• _Raw data_
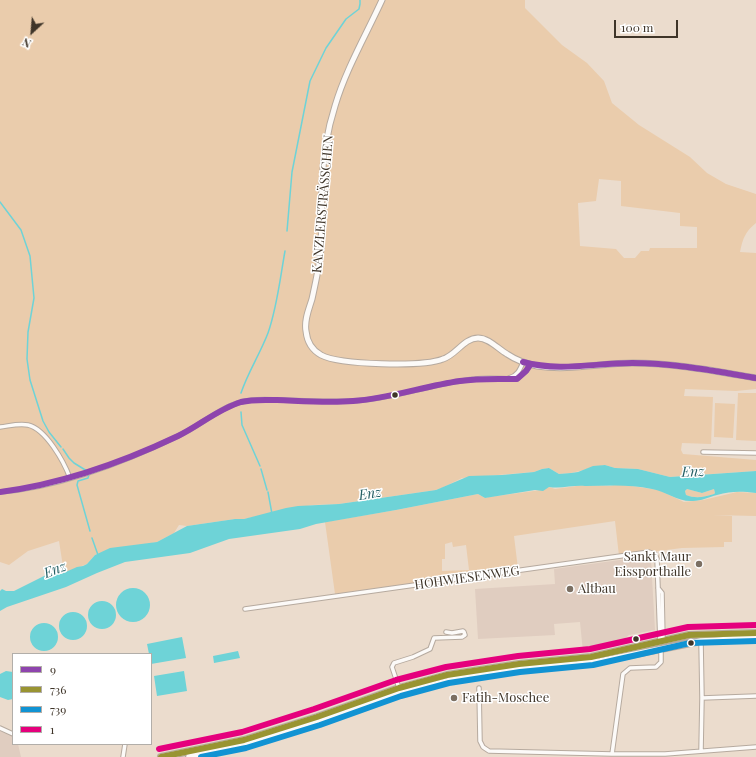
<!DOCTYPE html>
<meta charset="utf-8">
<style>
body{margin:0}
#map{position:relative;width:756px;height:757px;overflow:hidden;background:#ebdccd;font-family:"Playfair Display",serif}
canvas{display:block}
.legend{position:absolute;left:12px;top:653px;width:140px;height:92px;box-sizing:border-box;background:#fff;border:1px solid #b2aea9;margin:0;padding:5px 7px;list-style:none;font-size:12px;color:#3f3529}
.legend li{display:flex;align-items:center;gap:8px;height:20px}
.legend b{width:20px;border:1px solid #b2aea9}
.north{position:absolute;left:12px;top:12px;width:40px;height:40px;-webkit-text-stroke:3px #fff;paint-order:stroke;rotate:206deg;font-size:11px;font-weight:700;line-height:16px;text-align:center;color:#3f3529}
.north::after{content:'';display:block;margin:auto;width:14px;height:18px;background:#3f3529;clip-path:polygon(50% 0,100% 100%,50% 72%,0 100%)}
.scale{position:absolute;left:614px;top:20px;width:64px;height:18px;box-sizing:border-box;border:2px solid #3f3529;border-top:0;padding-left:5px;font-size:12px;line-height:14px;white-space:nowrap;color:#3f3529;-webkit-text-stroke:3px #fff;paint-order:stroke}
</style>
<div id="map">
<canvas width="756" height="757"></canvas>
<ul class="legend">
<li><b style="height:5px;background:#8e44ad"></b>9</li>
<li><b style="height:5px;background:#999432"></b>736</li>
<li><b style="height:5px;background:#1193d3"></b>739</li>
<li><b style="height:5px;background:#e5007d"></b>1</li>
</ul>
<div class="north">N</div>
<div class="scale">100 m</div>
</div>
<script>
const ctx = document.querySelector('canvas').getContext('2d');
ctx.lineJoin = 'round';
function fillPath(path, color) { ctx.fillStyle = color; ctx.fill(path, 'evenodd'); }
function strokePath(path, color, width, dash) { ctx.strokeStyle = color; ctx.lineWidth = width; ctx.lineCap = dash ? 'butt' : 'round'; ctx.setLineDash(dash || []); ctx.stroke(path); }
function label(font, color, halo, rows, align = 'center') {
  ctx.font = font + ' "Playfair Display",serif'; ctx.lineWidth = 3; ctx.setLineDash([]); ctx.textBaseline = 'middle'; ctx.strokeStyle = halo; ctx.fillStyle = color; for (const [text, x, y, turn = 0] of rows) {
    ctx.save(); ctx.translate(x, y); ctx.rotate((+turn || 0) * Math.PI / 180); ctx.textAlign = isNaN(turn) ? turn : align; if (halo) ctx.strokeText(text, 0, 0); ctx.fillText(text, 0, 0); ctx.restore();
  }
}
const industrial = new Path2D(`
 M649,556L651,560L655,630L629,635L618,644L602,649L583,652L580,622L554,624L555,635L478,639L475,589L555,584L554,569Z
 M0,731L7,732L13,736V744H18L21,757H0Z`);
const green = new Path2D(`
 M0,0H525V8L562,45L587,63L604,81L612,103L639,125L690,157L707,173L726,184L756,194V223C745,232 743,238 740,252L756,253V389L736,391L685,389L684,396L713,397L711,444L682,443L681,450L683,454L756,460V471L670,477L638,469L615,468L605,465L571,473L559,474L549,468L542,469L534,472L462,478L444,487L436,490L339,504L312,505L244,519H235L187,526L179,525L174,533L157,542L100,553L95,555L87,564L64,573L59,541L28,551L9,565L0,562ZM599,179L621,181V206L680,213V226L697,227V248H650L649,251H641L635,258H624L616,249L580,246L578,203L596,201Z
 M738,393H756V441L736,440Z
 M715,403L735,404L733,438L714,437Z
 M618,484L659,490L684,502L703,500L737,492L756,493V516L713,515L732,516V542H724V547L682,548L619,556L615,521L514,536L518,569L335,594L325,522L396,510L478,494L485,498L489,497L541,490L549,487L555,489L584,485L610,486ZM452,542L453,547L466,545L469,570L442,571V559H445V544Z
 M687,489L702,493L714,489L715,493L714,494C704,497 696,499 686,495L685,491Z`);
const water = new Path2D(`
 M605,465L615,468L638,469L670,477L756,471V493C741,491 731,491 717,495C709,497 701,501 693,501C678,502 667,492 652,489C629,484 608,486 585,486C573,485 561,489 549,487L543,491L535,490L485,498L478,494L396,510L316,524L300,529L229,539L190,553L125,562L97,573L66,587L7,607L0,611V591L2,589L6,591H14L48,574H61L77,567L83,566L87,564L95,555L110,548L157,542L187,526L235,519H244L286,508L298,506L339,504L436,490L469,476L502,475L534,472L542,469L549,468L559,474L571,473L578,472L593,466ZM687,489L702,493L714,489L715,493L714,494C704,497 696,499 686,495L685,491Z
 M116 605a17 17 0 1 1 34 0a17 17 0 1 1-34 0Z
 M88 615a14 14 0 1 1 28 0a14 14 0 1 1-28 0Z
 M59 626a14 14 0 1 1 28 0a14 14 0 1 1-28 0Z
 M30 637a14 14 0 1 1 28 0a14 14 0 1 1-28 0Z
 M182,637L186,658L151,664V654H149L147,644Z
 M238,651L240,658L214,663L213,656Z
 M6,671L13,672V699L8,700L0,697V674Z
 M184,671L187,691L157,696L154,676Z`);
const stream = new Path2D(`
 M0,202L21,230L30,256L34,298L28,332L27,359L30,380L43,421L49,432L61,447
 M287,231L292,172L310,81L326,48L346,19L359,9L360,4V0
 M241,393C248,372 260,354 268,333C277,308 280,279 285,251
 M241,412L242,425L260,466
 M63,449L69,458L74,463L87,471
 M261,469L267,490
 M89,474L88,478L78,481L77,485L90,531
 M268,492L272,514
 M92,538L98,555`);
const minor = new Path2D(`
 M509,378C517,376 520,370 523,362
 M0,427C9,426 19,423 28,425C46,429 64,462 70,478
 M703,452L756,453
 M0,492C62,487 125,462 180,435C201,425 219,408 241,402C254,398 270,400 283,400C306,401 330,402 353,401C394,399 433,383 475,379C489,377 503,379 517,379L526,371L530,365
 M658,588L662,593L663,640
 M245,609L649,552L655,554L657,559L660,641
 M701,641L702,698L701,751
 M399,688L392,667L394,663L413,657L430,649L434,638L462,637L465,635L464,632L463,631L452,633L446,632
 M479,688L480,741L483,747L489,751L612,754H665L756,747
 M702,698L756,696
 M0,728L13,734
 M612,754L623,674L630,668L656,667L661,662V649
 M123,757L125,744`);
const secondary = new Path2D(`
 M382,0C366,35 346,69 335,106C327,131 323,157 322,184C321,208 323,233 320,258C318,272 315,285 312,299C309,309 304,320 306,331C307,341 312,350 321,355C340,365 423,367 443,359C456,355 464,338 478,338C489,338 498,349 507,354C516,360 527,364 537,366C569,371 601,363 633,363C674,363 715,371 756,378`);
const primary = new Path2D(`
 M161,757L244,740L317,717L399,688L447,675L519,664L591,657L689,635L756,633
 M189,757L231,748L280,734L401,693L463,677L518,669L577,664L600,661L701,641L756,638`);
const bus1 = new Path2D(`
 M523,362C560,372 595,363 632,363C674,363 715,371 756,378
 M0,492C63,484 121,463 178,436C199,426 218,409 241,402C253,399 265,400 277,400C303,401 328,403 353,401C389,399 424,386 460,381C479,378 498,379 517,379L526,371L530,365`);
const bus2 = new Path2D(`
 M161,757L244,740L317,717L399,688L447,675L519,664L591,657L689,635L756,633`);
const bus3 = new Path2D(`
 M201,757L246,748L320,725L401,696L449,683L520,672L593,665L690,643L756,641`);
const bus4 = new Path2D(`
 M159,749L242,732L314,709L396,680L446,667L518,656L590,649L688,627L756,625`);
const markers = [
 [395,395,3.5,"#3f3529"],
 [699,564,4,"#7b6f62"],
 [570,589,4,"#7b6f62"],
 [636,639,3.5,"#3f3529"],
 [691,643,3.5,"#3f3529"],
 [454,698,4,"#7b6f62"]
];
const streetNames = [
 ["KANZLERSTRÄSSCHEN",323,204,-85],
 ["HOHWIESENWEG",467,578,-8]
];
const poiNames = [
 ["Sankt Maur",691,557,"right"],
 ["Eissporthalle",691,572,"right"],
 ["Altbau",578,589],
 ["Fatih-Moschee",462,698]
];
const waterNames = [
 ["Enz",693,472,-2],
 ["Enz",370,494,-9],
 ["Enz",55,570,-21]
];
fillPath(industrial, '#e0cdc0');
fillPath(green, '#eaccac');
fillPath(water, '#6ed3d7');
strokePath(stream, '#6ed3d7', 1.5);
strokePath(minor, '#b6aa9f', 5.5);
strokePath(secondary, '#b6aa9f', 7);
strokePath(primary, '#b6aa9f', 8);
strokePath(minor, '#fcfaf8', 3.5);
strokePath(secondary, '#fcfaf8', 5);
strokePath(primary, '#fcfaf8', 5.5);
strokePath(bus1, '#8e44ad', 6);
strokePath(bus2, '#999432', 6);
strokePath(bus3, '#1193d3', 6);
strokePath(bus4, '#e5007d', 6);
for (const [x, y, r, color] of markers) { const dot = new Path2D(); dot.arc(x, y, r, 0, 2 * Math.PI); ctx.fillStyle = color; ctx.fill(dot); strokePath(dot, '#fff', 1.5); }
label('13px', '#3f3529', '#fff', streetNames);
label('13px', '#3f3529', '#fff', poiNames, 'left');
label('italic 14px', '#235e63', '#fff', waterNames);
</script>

...

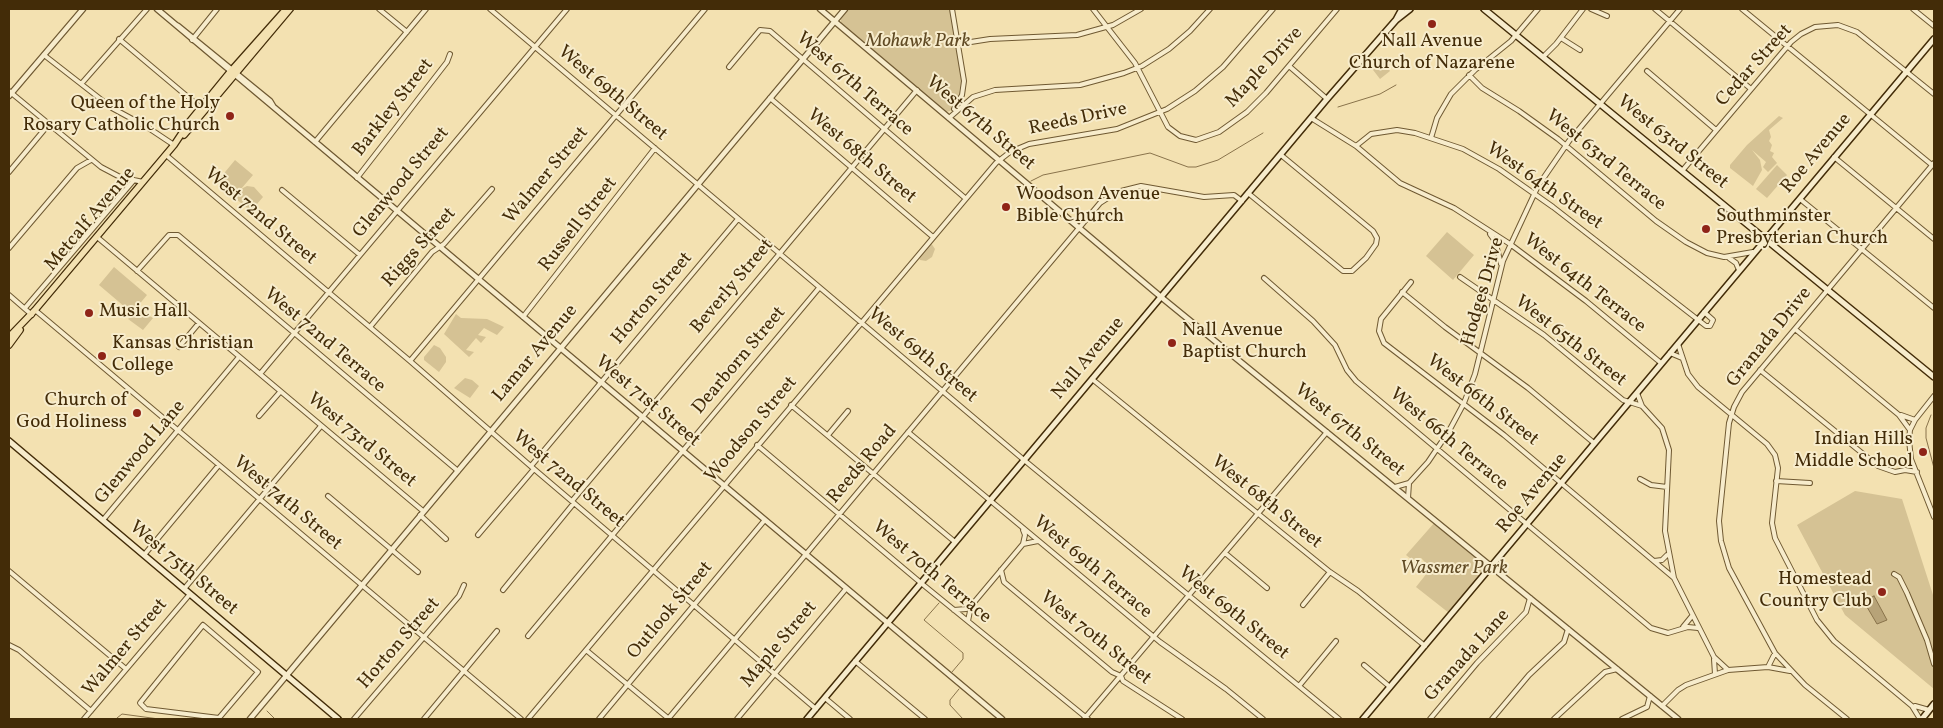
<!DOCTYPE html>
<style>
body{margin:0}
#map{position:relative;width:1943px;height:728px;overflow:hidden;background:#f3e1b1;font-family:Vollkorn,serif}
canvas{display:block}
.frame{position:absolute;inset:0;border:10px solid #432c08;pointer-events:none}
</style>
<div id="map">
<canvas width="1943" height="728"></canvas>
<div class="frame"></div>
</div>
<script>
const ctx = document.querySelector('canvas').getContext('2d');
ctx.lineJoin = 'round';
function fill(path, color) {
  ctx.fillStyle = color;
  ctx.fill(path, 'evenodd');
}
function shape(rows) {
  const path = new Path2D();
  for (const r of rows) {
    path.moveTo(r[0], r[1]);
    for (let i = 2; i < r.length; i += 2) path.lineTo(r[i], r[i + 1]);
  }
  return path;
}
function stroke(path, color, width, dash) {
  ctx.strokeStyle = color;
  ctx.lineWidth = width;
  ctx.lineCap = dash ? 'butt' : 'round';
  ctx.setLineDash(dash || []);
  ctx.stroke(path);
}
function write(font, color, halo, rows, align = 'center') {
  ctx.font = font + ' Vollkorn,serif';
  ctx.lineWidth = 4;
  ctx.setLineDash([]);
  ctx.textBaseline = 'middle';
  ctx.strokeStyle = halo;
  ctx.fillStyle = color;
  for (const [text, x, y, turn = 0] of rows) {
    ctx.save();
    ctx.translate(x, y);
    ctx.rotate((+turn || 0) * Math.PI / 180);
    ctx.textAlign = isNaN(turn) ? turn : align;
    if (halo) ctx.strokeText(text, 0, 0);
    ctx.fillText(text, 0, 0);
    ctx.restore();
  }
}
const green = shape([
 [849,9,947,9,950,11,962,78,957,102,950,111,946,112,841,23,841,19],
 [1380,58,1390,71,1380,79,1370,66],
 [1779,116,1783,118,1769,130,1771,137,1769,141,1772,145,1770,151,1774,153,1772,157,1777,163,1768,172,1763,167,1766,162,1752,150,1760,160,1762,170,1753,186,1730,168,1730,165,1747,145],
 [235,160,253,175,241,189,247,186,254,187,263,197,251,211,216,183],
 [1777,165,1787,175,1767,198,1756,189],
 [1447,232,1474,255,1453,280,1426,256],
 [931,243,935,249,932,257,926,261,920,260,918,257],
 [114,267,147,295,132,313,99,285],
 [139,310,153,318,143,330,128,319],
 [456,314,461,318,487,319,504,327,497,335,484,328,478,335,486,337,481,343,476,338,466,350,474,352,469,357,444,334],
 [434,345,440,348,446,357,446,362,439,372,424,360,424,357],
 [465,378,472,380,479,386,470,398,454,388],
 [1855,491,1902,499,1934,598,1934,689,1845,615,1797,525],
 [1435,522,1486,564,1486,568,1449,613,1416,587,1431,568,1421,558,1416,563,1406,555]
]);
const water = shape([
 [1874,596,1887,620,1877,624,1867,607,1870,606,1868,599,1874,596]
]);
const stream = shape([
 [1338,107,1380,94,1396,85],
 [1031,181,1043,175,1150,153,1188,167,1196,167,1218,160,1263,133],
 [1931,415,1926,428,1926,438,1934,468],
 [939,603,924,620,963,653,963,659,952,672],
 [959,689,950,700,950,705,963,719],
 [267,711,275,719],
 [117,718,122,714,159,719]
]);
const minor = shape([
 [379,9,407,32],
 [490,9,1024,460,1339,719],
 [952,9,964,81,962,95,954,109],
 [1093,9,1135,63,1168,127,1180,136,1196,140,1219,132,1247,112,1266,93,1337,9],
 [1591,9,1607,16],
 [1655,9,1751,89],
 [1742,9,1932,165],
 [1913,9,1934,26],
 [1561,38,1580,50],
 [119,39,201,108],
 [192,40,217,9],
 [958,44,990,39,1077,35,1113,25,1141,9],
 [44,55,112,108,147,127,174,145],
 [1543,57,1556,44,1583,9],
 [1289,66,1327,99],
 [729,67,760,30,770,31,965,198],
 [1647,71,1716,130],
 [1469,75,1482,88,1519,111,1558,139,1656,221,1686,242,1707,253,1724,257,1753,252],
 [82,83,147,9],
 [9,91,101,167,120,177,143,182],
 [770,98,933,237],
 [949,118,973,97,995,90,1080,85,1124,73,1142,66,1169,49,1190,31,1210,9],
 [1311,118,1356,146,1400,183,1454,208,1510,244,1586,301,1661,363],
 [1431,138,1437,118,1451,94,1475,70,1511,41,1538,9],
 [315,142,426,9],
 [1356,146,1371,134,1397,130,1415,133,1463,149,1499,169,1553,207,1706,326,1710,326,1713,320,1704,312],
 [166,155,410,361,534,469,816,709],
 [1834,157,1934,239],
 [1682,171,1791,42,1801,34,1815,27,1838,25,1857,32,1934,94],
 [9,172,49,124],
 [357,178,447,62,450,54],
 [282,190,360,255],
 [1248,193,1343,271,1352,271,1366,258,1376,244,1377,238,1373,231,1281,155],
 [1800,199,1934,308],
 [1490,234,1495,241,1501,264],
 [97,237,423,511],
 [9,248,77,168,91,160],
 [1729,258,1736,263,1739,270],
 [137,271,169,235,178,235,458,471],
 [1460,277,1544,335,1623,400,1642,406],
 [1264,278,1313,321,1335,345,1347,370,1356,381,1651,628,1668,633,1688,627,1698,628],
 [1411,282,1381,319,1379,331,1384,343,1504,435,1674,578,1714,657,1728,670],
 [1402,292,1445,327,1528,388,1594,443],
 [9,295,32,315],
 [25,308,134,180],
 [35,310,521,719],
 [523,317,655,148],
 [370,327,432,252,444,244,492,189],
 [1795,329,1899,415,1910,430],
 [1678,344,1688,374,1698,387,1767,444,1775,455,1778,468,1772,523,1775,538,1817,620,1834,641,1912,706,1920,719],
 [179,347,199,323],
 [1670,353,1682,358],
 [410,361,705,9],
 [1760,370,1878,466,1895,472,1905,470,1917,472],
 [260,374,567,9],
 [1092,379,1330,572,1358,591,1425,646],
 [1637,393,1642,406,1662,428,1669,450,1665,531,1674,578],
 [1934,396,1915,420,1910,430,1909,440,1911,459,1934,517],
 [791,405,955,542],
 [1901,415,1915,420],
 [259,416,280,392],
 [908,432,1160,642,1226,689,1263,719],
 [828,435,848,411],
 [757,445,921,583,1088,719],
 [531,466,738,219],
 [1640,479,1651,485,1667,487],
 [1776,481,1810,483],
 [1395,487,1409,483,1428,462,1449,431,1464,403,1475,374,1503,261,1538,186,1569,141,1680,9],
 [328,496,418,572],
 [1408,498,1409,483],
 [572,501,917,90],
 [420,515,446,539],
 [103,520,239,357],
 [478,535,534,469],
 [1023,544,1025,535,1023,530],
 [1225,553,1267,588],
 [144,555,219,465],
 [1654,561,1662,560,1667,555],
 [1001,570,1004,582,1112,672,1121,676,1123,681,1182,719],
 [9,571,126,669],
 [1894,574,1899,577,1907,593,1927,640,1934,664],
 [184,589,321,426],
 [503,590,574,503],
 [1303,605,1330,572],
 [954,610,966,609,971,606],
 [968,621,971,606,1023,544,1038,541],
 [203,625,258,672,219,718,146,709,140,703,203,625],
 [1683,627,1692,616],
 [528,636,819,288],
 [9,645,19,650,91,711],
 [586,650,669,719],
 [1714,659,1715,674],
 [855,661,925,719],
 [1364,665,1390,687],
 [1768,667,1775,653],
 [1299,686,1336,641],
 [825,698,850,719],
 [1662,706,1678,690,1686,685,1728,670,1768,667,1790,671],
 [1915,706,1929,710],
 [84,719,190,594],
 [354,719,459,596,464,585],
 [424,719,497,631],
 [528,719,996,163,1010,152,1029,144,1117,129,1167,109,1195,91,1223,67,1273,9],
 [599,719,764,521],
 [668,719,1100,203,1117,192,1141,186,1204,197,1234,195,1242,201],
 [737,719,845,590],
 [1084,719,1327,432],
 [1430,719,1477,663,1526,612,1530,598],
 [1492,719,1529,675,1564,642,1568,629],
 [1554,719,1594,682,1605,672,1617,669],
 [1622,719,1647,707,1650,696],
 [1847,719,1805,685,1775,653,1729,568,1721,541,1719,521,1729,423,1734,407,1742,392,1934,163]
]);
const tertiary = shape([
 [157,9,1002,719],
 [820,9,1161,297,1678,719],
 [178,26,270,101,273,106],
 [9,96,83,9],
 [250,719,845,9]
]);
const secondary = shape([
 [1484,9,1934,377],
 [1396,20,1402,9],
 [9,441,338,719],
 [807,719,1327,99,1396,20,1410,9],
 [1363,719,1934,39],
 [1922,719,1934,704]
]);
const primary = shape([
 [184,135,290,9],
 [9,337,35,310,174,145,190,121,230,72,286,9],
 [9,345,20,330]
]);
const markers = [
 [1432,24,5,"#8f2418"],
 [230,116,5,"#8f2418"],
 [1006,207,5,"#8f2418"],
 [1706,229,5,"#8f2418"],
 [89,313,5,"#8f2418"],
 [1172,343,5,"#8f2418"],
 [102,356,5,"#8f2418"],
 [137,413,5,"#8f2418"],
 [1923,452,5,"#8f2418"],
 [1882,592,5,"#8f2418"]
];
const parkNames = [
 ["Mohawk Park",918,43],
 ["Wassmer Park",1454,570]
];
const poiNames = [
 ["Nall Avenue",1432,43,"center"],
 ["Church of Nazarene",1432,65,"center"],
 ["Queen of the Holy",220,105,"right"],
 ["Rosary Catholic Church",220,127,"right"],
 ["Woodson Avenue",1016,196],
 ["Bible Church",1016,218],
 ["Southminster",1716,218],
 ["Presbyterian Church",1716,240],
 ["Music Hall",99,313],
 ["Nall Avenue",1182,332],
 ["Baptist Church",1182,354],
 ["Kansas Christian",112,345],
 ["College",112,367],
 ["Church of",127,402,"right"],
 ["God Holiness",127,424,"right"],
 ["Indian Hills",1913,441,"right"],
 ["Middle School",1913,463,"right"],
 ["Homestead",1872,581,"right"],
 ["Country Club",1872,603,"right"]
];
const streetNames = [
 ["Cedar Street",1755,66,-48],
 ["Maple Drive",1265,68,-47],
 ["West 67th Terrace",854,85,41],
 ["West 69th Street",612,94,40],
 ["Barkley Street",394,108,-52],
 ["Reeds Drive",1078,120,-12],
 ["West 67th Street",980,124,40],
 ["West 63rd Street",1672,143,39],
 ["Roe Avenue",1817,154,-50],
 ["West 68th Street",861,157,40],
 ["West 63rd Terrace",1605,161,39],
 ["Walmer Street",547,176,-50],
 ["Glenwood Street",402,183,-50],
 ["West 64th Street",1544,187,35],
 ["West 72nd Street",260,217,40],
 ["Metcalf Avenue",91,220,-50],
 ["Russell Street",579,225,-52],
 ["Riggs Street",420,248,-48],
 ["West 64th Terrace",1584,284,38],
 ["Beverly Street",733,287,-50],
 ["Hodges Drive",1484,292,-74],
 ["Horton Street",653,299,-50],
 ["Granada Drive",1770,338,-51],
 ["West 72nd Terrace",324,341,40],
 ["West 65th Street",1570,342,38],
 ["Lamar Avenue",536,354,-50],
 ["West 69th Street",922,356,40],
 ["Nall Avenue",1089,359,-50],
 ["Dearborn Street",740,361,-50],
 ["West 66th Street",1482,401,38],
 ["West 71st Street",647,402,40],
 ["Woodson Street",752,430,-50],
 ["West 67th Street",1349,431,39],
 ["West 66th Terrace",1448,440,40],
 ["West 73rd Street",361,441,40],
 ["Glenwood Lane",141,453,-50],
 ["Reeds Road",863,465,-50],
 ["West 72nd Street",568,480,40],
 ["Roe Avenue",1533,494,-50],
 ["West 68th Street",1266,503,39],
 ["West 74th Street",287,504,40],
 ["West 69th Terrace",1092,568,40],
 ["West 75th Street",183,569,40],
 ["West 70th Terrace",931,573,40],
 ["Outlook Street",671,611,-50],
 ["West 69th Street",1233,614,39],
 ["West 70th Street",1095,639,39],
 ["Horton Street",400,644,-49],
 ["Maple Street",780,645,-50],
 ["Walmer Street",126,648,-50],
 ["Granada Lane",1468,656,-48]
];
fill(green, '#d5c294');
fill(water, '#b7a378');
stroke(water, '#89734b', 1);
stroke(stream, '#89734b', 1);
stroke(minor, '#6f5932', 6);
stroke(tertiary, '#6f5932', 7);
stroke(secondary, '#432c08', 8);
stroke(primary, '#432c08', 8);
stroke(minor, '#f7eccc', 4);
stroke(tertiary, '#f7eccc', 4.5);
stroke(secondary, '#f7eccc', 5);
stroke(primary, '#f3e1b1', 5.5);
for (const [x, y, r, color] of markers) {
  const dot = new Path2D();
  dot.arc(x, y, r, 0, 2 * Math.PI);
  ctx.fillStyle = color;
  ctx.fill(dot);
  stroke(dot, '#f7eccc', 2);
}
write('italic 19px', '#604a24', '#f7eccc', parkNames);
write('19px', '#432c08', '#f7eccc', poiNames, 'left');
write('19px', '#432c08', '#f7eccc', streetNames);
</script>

• _The task_
Go line by line through the records above and copy each one containing "isNaN".

• _Expected output_
    ctx.save(); ctx.translate(x, y); ctx.rotate((+turn || 0) * Math.PI / 180); ctx.textAlign = isNaN(turn) ? turn : align; if (halo) ctx.strokeText(text, 0, 0); ctx.fillText(text, 0, 0); ctx.restore();
    ctx.textAlign = isNaN(turn) ? turn : align;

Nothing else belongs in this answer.